7 Replies to “PRTG und Sophos UTM Webserver Protection (WAF)”

  1. Mich würde mal interessieren, auf welcher Hardware / VM dein PRTG läuft.
    Hast du eine dezidierte VM oder läuft das nebenher auf einem Server? Wie ist denn so die Auslastung durch PRTG?

    Wollte PRTG auch einführen, aber ich schätze das ich mit der Free Lizenz nicht so weit komme. Würde meine UTM, Server, NAS und vor allem Kameras monitoren wollen.
    Wie viele Sensoren hast du denn so in Betrieb?

  2. Hallo,
    also bei mir ist es aktuell noch ein Windows 10 als VM mit 4GB Speicher
    Auslastung hält sich in Grenzen.
    CPU Last ist hier recht wenig, Arbeitsspeicher schon einiges mehr. (immer um die 60%)
    Nutze es um meine Server Infrastruktur zu überwachen, und mit Remote Probes auch die von Kunden.
    Alles in einem PRTG Cluster (zweite Maschine hat ähnliche Hardware Werte)

  3. Hi,
    ich betreibe PRTG auf einer VM mit 3GB RAM und 2 CPU Kernen, die kostenfreie Version ist auf 100 Sensoren beschränkt, daher muss man sich schon ein paar Gedanken machen, wie man Sensoren zusammen fassen kann. Mit nur wenigen Geräten komme ich schon auf 100 Sensoren, aber das ist eine Frage wie man diese organisiert. Man könnte zum Beispiel jeden Port eines 48-Port Switches mit einem Sensor überwachen, dann sind 48 Sensoren weg. Alternativ legt man einen Sensor mit 48 Kanälen kann, dann wird nur ein Sensor belegt. :-)
    Gruß, Frank

  4. Hi Frank,

    ich muss dein kurzes Feedback zum organisieren in PRTG aufgreifen.
    Am bsp. des Switches.
    Je Port ein Sensor ist blöd – keine Frage, du erwähnst, dass du dies mit einem Sensor mit 48 Kanälen möglich sei.
    Welcher Sensor soll dies sein?

    Danke und dir einen schönen Abend noch
    Gruß Peter

  5. Oh drei Franks.
    Das Beispiel von FrankZ ist nur ein „Beispiel“ um zu erklären, was man vielleicht konsolidieren kann.

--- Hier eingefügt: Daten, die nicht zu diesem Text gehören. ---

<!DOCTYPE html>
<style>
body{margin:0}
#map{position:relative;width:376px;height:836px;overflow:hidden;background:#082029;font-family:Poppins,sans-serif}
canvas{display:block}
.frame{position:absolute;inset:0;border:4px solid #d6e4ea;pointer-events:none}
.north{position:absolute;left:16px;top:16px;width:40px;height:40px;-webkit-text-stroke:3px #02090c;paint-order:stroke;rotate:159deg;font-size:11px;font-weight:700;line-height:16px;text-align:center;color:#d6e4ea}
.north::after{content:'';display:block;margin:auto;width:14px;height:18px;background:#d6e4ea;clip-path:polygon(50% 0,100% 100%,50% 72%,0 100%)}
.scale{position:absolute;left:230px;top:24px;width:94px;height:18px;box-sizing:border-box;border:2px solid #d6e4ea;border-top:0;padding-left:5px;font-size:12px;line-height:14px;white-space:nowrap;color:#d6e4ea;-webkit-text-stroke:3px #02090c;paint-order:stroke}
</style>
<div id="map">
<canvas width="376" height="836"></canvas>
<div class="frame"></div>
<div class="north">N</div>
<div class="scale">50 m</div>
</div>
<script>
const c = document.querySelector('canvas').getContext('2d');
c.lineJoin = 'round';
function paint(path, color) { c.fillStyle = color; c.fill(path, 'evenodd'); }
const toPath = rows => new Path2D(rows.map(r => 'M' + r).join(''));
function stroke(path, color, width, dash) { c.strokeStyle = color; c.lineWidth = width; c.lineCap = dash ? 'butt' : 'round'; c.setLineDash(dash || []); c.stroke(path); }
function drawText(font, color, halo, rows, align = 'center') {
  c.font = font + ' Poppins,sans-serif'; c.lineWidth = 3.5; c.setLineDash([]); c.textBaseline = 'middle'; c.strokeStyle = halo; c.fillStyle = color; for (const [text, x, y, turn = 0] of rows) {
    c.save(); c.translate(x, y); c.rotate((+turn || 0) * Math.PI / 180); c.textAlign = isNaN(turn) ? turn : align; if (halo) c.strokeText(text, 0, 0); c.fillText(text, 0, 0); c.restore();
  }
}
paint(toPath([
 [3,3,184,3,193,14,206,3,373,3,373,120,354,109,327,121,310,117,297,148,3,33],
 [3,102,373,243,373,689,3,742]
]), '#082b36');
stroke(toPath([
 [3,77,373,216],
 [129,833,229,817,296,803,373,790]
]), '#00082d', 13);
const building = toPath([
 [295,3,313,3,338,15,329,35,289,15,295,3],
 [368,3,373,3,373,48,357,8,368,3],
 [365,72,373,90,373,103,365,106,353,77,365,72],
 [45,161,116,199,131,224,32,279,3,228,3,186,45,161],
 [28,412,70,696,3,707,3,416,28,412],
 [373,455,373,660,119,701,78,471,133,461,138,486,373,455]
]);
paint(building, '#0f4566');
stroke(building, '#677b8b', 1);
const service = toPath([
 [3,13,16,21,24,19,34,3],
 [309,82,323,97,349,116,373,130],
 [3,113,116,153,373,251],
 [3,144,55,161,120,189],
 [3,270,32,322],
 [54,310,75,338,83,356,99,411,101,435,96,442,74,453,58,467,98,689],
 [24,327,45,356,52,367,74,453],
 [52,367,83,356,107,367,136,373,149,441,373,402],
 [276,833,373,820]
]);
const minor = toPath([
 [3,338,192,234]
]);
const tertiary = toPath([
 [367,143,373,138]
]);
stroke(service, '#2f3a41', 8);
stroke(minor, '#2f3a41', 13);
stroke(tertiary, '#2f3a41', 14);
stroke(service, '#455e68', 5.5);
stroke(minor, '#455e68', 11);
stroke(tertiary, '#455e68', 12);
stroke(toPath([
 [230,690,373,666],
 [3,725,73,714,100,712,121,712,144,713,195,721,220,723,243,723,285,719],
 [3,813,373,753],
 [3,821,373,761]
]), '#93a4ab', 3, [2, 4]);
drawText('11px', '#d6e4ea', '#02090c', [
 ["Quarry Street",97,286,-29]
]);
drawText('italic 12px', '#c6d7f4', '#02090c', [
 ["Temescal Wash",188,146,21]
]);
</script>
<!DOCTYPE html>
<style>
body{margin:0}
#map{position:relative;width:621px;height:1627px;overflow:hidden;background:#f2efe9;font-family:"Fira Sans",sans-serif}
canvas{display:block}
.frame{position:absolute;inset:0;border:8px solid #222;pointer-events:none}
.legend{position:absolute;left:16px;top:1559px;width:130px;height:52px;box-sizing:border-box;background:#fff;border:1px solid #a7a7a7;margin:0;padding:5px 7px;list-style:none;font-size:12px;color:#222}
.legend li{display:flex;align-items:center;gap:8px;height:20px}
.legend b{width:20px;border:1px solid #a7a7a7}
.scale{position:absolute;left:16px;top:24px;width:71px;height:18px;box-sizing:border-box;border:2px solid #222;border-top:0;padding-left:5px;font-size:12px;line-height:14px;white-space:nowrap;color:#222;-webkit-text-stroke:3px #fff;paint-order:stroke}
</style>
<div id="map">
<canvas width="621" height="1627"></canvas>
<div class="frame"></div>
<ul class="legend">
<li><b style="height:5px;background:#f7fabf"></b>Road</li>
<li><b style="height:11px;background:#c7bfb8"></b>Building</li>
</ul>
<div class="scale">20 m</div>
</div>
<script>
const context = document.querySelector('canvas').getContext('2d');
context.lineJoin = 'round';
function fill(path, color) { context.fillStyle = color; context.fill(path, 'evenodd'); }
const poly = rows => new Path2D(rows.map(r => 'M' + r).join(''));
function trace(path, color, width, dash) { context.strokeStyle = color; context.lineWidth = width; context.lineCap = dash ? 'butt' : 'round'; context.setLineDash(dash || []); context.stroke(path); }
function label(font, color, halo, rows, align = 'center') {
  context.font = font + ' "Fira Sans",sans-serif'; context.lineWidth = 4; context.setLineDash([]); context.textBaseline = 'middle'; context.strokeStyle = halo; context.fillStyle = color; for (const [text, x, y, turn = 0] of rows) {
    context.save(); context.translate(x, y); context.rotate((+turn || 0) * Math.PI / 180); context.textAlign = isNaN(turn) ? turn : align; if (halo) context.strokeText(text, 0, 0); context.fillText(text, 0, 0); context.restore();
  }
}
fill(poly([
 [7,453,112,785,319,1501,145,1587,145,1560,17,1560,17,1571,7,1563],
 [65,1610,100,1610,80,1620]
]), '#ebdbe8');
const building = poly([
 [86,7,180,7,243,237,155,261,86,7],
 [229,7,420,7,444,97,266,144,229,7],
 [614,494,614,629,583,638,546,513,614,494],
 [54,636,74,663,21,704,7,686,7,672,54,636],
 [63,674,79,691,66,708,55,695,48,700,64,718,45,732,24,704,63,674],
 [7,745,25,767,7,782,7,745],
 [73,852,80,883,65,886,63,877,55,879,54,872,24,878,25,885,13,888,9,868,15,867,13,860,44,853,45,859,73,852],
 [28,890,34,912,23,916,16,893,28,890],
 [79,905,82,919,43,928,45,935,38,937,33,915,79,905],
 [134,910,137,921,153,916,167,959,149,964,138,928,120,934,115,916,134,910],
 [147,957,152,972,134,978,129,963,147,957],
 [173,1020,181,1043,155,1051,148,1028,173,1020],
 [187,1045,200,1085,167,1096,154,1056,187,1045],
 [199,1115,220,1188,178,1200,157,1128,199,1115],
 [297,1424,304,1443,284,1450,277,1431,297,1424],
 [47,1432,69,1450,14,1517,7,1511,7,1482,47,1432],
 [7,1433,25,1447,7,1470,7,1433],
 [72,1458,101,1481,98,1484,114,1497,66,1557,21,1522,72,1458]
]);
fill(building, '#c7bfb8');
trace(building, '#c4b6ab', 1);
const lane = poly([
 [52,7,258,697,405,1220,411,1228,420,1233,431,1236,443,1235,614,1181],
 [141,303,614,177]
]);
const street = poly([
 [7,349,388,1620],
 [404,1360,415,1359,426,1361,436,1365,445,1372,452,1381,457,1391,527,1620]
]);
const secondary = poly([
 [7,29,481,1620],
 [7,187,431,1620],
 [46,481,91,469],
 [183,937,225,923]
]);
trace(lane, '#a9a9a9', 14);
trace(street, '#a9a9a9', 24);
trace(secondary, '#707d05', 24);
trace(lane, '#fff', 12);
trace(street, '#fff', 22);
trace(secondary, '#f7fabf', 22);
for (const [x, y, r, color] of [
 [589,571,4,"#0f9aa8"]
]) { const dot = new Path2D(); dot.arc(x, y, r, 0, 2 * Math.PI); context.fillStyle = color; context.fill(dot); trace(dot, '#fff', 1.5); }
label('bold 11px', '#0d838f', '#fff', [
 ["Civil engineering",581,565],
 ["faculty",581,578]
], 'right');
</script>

Ein Sensor pro Port zeigt die natürlich dann pro Port in den Channels Details wie In/Out/error etc. Wenn man das nicht braucht wäre ein Sensor mit 48 Channels eine Option. Den gibt es so aber nicht. Man müsste schon selbst das Skript dazu bauen, der 48 Ports abfragt. Wer aber einen 48 Port Switch hat, ist doch schon wirklich „Gewerbe“ oder ? Die Free Version i8st genial für Evals, Showcase und Homeoffice, IoT Bastler. In der Firma habe ich auch eine kommerzielle Version gekauft. Zuhause reicht mir die 100er

  6. Hallo Frank, Hallo Frank,

    langsam wird es unübersichtlich :-)
    Wie FrankC schon sagte, entweder den entsprechenden Sensor selbst erstellen, alternativ könnte man auch den Sensor „SNMP (Benutzerdef. erweitert)“ benutzen, dieser kann 10 OIDs prüfen. 200 Sensoren für HomeUse wären jetzt nicht soooo schlecht…

    Gruß, FrankZ

  7. Hallo,
    also PRTG hat das Limit von 50 Channels per Sensor, offiziell.

    „PRTG does not support more than 50 sensor channels officially. Depending on the data used with this sensor type, you might exceed the maximum number of supported sensor channels. In this case, PRTG will try to display all sensor channels. However, please be aware that you will experience limited usability and performance.“

    Müsste also dann aufgeteilt werden, wenn man seinen 48er Port Switch prüfen will.
    Ich selbst habe im Büro auch nur bei meinen 2 x 24ern die wichtigsten Ports, VMServer und ISCSI Interfaces.